# [AIM OF THE EXERCISE]
Go through the material under this sentence. Return every line holding "speed".

————

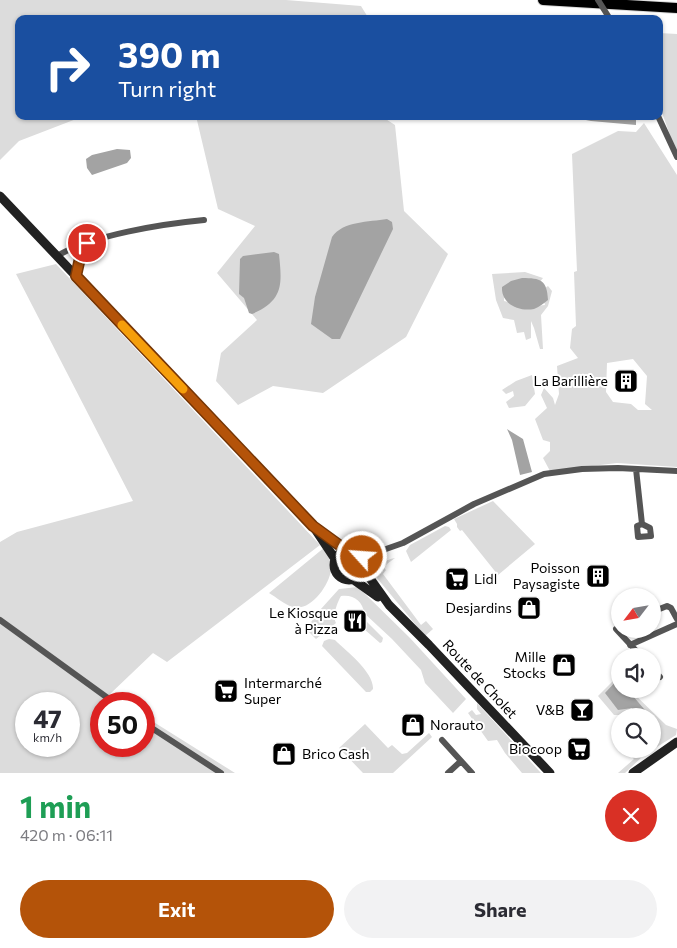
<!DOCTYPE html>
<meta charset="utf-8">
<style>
:root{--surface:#fff;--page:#f2f2f3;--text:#2b2b33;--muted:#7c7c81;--accent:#b45309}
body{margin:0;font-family:Commissioner,sans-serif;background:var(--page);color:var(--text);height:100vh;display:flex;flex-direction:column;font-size:19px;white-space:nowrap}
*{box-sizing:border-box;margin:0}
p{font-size:16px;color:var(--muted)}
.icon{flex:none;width:28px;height:28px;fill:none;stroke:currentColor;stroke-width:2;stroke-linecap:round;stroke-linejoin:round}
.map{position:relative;height:773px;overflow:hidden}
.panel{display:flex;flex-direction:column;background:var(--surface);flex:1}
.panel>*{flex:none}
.banner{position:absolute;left:15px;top:15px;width:648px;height:105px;border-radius:10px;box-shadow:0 1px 4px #0004;background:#1a4fa0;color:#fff;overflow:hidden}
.needle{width:32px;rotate:239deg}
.fabs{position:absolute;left:611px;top:588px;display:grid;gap:10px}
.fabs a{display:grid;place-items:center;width:50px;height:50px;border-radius:50%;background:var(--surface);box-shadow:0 1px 4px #0004;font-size:25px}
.speed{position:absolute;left:15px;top:692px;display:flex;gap:10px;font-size:25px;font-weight:700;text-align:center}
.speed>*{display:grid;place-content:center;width:65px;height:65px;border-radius:50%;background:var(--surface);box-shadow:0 1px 4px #0004;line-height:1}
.speed small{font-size:12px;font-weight:400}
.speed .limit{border:8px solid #d22;background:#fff;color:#111}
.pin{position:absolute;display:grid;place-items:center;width:42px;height:42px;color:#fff;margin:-21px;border:2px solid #fff;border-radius:50%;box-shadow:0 1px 5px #0007}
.me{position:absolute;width:55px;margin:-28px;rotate:296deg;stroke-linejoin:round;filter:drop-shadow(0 0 4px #0008)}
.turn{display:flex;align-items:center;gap:18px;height:105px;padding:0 20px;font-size:22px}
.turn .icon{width:65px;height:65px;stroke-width:2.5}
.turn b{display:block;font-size:35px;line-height:42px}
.round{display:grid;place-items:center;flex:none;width:52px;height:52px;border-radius:26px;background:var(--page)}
.headline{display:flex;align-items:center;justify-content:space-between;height:85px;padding:0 20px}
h1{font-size:30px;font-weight:700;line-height:38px;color:#1e9e55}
.primary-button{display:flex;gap:10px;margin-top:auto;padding:10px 20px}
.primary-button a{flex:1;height:58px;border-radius:30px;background:var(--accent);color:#fff;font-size:20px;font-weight:700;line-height:58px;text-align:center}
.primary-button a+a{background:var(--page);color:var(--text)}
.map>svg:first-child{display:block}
.green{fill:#dcdcdc;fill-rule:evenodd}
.water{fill:#a3a3a3}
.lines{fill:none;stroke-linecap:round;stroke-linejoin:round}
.primary-casing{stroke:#dbdbdb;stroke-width:12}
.street{stroke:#555;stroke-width:6}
.secondary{stroke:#222;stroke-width:9}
.primary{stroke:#000;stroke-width:10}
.street-bridge{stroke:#555;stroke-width:6}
.route-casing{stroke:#753606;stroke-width:12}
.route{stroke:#b45309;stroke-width:9}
.slow{stroke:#f59e0b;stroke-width:9}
.labels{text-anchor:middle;stroke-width:4;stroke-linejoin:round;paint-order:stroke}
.poi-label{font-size:14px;fill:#000;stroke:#fff;text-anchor:end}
.street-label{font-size:14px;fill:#000;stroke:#fff}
</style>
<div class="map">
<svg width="677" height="773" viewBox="0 0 677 773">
<rect width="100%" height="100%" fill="#fff"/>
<!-- green -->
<path class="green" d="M0,0h286l75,6 8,13h-350v97h65l-65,25 -19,19z
M659,33l18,1v116l-6,-12 -12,-34z
M196,116h185l14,9 9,86 44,43 -42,83 -83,56 -50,-7 -35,19 -22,-24 5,-28 36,-33 -40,-47 38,-47 -37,-17z
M644,123l33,52v292l-60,-4 -67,8 -7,-13 7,-7v-9l-7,-2 -8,-21 12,-11 -6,-13 3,-7 9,10 2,7 4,-11 -2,-28 21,-8 -8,-10 2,-19 4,-3 -2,-54 3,-1 -5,-117 46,-23 18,1zM633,359l14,17 -2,28 7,6h-14l-7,-6 -18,-2 -7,-10 1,-29z
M56,264l264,281 -153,117 -14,-9 -44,42 15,9h-23v42h43v-30l91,57h-235v-231l17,-10 116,-31 -117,-227zM26,704h43v42h-43z
M525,272l18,6 -5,6 -34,3v14l23,6 18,-2 -4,-14 7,-5 4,5 -4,15 -7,9 2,34h-3l-6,-21 -3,-7v17l-5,2 -2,-8 -7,1 -3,-13 -11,-2 -7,-18 -4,-26z
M532,375l3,19 -10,12 -16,2 -3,-6 8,-6 -1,-5 -7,3 -4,-4 14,-9z
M493,501l42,43 -37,31 -36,-45 -2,1 -3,-4v-3l-3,-5z
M445,526l4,1 2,3 -40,32 -5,-11 4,-6z
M325,547c3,7 6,15 6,23 -2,16 -21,42 -38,37 -8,-2 -17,-10 -24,-14z
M395,558l-12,9 3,3 -3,4 38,51 5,-4 7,8 -8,7 -53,-64c6,-8 13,-12 23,-14z
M358,587l52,51 56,61 -13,14 -28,-30 -4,-13 -29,-31 -28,-26c-1,-12 -11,-19 -23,-17 -4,7 -9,20 -5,27l-20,16 -10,-10 14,-19 19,-21z
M362,617l21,21 -1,4 -2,1 -16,-14 -9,1 -2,-2z
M329,639l6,1c11,11 39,32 38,49l-3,3h-4l-44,-46 2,-5z
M617,677l3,2v10h9l37,36 11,4 -1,6 -32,20 -19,18h-7l16,-14 -10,-10h28v-33l-38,-1 -16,-19z
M477,703l64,70h-19l-17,-20 -8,-13 -9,1 -20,-28 4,-3 4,5 5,-1 -4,-5z
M365,724l23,24 4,-3 10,9 5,-1 22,-20 3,4 -39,36h-30l-24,-25z"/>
<!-- water -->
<path class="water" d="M565,116h71v9l-45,-4z
M117,149l13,1 1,8 -4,5 -35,12 -5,-7 -1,-9 6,-4z
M387,219l5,3 1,7 -53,110h-8l-21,-15 4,-27 17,-60c11,-16 37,-15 55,-18z
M274,252l5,2c3,30 5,46 -27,60l-3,-1 -5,-15 -5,-4 1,-35 3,-3z
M522,278c19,0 25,2 26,22 -4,3 -9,7 -14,9 -15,3 -33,-5 -32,-22l9,-6z
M507,429l16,10 9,33 -12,3 -8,-35z
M618,679l2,2v8h7l23,27h-19l1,-8 -14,2 -13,-17z"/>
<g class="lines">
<!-- primary casing -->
<g class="primary-casing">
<path id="primary" d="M543,0l134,8"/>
</g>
<!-- street -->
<path class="street" d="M658,116l19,41
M57,256c35,-21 105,-32 147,-36
M76,276l4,-18 7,-15
M636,469l6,55 -5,2 1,11 13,-1 -1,-8 -8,-4
M386,549l17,-6 71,-39 70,-30 38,-5 36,-1 59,3
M355,551l31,-2 -12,7 -10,10
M652,612l15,-6 4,2 6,11
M0,620l116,84
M620,627l-4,2 25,27
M630,645l47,-21
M652,668l8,9
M144,723l77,50
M442,740l30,33
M448,773l13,-12"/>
<!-- secondary -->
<path class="secondary" d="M0,196l313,330 22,33
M322,533l24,17
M334 565a15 15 0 1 1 30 0a15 15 0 1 1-30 0Z
M364,570l25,35 40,40 121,128
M354,580l24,17
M633,773l44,-31"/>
<!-- primary -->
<use href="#primary" class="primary"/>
<!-- street-bridge -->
<path class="street-bridge" d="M598,0l12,19"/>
</g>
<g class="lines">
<!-- route casing -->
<g class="route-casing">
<path id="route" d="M87,243l-7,15 -4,18 237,250 33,24 9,1 7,6"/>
</g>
<!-- route -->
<use href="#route" class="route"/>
<!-- slow -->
<path class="slow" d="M122,325l61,64"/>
</g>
<!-- icons -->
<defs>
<g id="building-square" transform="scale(1.25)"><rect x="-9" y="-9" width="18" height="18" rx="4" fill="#000" stroke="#fff"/><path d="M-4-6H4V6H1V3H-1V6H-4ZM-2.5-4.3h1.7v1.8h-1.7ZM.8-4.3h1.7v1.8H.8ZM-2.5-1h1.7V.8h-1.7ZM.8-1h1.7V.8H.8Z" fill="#fff"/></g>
<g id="supermarket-square" transform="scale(1.25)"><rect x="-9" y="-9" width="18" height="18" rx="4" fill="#000" stroke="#fff"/><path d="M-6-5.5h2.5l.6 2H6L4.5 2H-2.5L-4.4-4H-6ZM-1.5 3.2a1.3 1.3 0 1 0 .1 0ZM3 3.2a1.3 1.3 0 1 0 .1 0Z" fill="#fff"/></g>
<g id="shop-square" transform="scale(1.25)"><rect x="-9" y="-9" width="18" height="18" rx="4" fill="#000" stroke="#fff"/><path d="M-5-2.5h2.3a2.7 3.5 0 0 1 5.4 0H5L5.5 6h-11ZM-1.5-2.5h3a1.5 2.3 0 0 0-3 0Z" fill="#fff"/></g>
<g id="restaurant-square" transform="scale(1.25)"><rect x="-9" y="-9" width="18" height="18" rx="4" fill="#000" stroke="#fff"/><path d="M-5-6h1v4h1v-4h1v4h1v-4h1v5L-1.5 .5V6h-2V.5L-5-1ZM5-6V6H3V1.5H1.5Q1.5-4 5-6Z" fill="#fff"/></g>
<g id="bar-square" transform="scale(1.25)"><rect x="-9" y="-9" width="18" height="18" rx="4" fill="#000" stroke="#fff"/><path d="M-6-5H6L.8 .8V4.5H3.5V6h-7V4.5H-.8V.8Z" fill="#fff"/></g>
</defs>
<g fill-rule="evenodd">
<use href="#building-square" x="626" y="381"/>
<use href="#building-square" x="598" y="576"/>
<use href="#supermarket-square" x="457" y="579"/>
<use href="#shop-square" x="529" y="608"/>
<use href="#restaurant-square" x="355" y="621"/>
<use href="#shop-square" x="564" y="665"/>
<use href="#supermarket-square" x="226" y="691"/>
<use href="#bar-square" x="582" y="710"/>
<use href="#shop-square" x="413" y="725"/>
<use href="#supermarket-square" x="579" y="749"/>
<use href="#shop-square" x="284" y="754"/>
</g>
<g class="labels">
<!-- poi labels -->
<g class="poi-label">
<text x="608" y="386">La Barillière</text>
<text x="580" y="573">Poisson<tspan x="580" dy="16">Paysagiste</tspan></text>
<text x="474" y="584" text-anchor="start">Lidl</text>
<text x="512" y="613">Desjardins</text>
<text x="338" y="618">Le Kiosque<tspan x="338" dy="16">à Pizza</tspan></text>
<text x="546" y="662">Mille<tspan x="546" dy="16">Stocks</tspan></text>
<text x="244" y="688" text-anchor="start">Intermarché<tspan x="244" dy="16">Super</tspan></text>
<text x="564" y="715">V&amp;B</text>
<text x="430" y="730" text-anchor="start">Norauto</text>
<text x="562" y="754">Biocoop</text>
<text x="302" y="759" text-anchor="start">Brico Cash</text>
</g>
<!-- street labels -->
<g class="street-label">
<text transform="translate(480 679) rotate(47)" y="5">Route de Cholet</text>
</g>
</g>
</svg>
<div class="fabs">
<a><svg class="needle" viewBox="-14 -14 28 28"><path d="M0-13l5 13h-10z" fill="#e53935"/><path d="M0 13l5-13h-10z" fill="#7c7c81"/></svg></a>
<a><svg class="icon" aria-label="sound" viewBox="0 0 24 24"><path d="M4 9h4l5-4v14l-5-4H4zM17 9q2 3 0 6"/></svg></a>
<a><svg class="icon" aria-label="search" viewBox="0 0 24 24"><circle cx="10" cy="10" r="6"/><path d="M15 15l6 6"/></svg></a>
</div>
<div class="speed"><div>47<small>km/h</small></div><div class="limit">50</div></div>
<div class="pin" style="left:87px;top:243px;background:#d93025"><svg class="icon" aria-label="arrive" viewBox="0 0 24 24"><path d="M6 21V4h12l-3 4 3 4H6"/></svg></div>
<svg class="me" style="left:362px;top:557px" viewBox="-20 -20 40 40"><circle r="17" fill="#b45309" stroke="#fff" stroke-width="3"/><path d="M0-11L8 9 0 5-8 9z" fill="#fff"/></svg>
<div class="banner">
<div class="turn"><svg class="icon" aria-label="right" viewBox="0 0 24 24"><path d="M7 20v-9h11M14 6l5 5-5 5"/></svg><div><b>390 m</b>Turn right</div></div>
</div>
</div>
<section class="panel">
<div class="headline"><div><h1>1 min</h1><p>420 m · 06:11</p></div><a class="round" style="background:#d93025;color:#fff"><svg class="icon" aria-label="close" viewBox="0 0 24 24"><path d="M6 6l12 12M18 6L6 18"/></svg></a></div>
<div class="primary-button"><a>Exit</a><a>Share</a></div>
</section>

————

# [ANSWER TO THE PROBLEM]
.speed{position:absolute;left:15px;top:692px;display:flex;gap:10px;font-size:25px;font-weight:700;text-align:center}
.speed>*{display:grid;place-content:center;width:65px;height:65px;border-radius:50%;background:var(--surface);box-shadow:0 1px 4px #0004;line-height:1}
.speed small{font-size:12px;font-weight:400}
.speed .limit{border:8px solid #d22;background:#fff;color:#111}
<div class="speed"><div>47<small>km/h</small></div><div class="limit">50</div></div>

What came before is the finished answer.